**What you should do:** Every entry is to be returned as it stands, apart from the pictures.

**Exercise materials:**
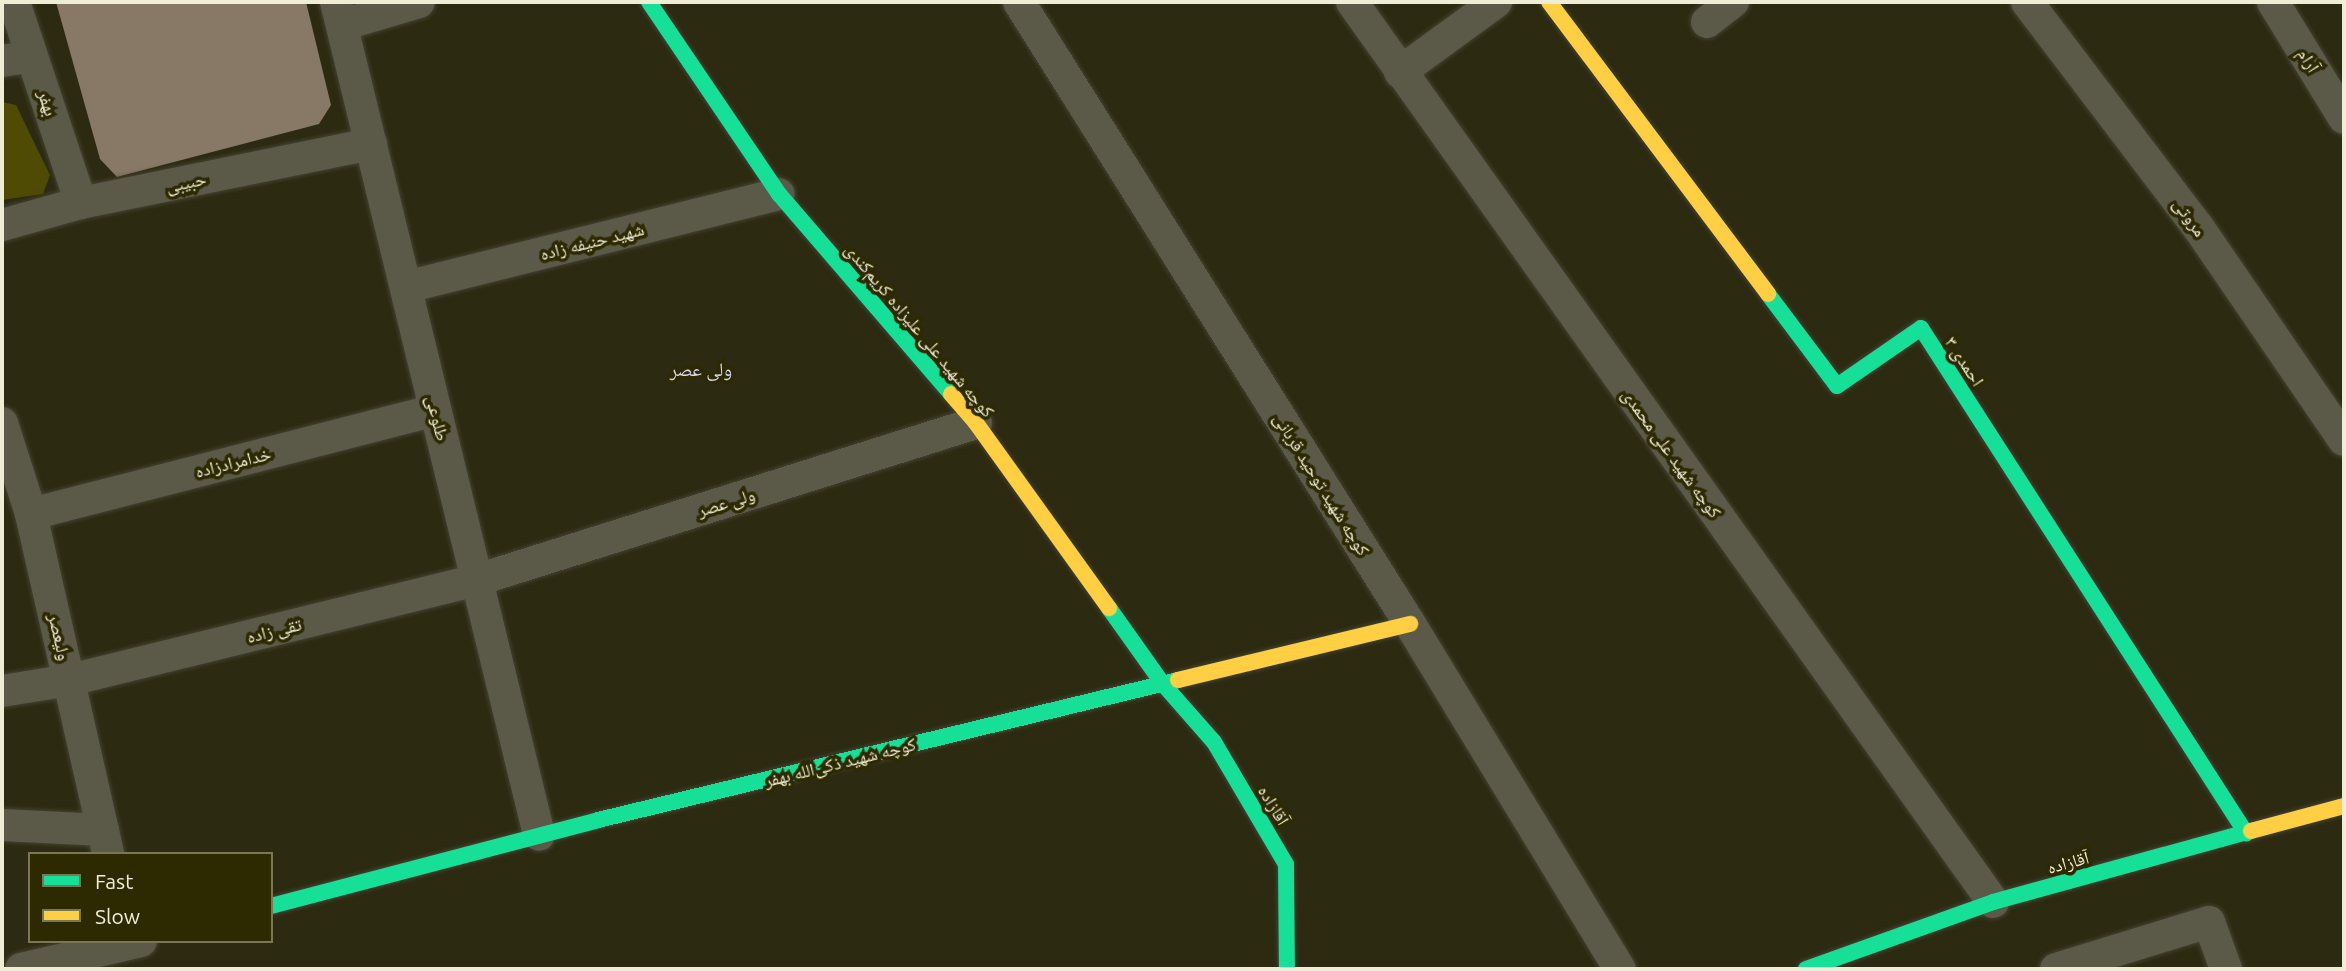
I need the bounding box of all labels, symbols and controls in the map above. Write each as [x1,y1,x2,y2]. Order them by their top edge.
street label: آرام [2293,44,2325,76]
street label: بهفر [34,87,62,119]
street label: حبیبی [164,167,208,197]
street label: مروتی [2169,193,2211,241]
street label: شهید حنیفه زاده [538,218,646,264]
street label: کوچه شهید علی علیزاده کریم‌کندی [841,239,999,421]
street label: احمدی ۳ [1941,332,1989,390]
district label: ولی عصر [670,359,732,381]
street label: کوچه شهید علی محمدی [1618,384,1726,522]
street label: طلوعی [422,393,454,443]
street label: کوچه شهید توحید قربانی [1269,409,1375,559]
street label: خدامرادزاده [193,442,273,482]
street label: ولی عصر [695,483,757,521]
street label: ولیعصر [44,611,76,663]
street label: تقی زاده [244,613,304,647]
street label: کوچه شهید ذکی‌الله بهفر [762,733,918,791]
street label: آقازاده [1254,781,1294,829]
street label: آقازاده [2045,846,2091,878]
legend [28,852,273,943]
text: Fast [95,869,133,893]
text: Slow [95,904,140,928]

**Written solution:**
I need the bounding box of all labels, symbols and controls in the map above. Write each as [x1,y1,x2,y2]. Order them by their top edge.
street label: آرام [2293,44,2325,76]
street label: بهفر [34,87,62,119]
street label: حبیبی [164,167,208,197]
street label: مروتی [2169,193,2211,241]
street label: شهید حنیفه زاده [538,218,646,264]
street label: کوچه شهید علی علیزاده کریم‌کندی [841,239,999,421]
street label: احمدی ۳ [1941,332,1989,390]
district label: ولی عصر [670,359,732,381]
street label: کوچه شهید علی محمدی [1618,384,1726,522]
street label: طلوعی [422,393,454,443]
street label: کوچه شهید توحید قربانی [1269,409,1375,559]
street label: خدامرادزاده [193,442,273,482]
street label: ولی عصر [695,483,757,521]
street label: ولیعصر [44,611,76,663]
street label: تقی زاده [244,613,304,647]
street label: کوچه شهید ذکی‌الله بهفر [762,733,918,791]
street label: آقازاده [1254,781,1294,829]
street label: آقازاده [2045,846,2091,878]
legend [28,852,273,943]
text: Fast [95,869,133,893]
text: Slow [95,904,140,928]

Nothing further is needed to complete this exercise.